For event organisers, this is about recognising foreseeable risk in live environments and ensuring that appropriate support is available - such as disclosure processes, regulation spaces, trained hosts, and incident response planning - within environments that are prepared to respond if distressing or unexpected incidents occur.
Ultimately, responsibility for the safety of the event environment sits with organisers and producers. Inclusion is not solely about who is present in the room, but about whether the environment has been designed and supported in a way that anticipates foreseeable access needs and provides appropriate safeguards where required. In high-pressure, sensory or live broadcast settings, this includes ensuring that individuals with known or disclosed access needs are not left navigating those environments without appropriate support, and that systems are in place to respond proportionately should distressing or unexpected incidents occur.

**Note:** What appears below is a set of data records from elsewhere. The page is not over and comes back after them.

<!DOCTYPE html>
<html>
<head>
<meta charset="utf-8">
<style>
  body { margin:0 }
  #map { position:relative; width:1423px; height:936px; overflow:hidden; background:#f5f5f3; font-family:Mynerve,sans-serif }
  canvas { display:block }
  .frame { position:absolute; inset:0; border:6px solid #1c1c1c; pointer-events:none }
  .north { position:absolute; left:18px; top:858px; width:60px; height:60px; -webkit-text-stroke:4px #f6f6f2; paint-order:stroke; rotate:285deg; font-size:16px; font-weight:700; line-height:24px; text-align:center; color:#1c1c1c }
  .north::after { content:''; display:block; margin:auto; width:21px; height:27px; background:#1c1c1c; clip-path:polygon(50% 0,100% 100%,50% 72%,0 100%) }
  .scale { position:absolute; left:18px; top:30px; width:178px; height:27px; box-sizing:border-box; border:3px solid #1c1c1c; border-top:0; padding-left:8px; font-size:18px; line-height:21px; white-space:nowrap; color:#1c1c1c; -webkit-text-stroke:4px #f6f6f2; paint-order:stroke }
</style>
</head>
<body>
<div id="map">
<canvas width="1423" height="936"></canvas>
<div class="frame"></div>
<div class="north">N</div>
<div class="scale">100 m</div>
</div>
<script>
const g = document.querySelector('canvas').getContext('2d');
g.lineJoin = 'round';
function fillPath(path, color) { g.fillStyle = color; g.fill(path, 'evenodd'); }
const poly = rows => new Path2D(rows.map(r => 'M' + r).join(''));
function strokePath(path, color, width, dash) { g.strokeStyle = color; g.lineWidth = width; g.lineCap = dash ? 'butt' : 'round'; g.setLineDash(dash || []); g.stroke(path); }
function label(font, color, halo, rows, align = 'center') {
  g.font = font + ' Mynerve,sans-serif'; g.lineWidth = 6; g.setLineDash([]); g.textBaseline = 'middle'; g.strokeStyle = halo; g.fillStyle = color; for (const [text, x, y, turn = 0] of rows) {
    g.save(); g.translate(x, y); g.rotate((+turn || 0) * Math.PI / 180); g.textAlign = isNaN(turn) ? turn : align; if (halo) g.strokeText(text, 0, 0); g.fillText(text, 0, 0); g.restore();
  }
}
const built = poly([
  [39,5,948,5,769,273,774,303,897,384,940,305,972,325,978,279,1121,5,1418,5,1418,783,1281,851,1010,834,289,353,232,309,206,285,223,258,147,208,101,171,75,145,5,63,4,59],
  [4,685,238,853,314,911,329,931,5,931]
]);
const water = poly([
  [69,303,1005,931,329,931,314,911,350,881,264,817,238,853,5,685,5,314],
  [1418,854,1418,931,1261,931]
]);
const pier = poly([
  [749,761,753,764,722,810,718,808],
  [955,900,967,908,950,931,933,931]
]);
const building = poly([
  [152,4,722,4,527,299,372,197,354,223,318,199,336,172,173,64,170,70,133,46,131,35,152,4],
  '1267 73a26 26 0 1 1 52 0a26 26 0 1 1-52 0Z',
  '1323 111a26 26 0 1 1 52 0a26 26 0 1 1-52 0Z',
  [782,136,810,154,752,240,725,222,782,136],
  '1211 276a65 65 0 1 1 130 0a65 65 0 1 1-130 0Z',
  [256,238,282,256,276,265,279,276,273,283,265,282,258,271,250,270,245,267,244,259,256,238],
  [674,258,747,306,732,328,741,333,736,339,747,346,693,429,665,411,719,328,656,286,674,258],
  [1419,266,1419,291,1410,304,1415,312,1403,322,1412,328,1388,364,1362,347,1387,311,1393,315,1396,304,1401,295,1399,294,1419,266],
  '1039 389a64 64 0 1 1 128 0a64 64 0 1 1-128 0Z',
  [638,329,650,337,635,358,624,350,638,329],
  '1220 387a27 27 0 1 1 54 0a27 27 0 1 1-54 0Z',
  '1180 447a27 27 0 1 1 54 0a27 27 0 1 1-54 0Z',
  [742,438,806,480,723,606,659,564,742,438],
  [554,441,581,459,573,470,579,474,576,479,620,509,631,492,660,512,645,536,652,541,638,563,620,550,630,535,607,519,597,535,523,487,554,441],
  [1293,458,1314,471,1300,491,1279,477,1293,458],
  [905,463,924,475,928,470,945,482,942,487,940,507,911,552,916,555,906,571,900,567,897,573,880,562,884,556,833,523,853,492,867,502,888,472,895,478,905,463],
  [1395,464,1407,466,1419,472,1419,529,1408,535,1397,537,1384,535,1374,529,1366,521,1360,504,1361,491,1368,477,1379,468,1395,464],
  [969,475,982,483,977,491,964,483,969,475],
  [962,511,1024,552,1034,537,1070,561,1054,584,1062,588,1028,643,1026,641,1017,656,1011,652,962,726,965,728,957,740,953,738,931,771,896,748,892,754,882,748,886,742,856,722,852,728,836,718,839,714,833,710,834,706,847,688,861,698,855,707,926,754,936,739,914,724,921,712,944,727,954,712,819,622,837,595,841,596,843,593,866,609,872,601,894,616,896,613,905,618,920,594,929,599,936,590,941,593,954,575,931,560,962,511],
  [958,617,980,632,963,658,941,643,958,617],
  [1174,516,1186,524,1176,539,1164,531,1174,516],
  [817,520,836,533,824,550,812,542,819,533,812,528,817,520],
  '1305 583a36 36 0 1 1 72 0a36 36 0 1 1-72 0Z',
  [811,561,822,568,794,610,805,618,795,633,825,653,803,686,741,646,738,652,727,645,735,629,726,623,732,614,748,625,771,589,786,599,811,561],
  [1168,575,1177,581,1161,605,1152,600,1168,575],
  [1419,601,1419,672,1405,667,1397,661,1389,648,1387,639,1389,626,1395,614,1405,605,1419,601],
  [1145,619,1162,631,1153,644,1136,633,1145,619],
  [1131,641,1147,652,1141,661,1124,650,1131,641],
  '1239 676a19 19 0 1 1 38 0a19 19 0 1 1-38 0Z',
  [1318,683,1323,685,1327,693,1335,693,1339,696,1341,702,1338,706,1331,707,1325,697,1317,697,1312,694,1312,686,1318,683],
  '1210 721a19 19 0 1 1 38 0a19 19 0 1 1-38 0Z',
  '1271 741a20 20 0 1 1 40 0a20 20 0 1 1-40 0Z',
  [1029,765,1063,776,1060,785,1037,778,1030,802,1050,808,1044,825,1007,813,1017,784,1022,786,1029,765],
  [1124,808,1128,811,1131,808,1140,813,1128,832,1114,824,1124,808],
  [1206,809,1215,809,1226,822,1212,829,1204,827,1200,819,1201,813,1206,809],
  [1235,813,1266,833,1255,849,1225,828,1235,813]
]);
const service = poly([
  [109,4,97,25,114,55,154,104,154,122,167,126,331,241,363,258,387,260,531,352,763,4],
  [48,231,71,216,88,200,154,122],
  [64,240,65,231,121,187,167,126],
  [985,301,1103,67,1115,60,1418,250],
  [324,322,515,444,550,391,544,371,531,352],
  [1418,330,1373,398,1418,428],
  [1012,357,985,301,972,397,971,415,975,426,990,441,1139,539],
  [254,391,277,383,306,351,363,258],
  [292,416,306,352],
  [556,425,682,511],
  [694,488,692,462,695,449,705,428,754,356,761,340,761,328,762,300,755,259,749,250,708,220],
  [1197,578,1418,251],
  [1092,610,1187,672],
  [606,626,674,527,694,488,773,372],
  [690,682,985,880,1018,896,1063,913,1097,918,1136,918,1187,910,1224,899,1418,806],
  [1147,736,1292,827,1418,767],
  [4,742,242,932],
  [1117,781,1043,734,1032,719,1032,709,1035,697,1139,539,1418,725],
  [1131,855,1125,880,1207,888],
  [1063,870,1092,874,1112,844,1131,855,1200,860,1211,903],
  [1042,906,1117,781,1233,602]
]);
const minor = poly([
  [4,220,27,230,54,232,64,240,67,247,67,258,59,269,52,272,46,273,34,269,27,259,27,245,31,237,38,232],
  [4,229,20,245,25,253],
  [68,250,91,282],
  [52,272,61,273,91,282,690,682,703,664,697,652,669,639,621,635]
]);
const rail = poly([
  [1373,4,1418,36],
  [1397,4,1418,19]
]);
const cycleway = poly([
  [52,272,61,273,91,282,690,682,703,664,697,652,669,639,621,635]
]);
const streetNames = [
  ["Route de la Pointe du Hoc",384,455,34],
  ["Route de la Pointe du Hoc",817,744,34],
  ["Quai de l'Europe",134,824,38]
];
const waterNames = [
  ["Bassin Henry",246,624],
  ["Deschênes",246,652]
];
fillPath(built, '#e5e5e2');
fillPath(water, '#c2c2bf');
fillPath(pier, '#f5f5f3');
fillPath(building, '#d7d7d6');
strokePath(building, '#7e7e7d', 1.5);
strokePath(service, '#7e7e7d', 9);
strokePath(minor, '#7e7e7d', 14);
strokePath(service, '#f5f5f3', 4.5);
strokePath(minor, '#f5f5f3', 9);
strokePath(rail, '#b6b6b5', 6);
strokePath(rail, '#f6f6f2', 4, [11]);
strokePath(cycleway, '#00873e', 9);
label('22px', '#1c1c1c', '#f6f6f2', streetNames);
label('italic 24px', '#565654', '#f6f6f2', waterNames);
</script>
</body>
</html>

While the in-room response during the live ceremony was handled calmly and appropriately in the moment, the decision to make the unedited version available on iPlayer is where the situation could have been better managed.
In a live broadcast environment, some incidents are unavoidable. However, once content moves to an on-demand platform, organisers and broadcasters have full editorial control over what audiences are re-exposed to. Repeating harmful language - even when involuntary - risks causing further distress to viewers who may experience harm through repeated exposure, and increases the risk of further reputational and personal harm to those involved in the original incident.
A simple edit, mute, or contextual note in the replay would have reduced the risk of repeated harm without stigmatising Tourette syndrome or disregarding the complexity of the incident.
Safeguarding does not end when the live event does - it extends to how that content is shared afterwards as well.
The producers have said the inclusion of the unedited language was an accident, and mistakes can occur within complex editorial and post-production processes. The safeguarding focus, however, should not rest solely on how the error happened, but on how it was addressed once identified.
Prompt removal of the content, a clear apology to those impacted, and the re-upload of an edited version are all part of an accountable response that seeks to minimise further harm. For broadcasters and event organisers alike, inclusion-led practice is not about eliminating all possibility of error, but about responding transparently and proportionately when harm has occurred, and taking steps to prevent repeat exposure in future.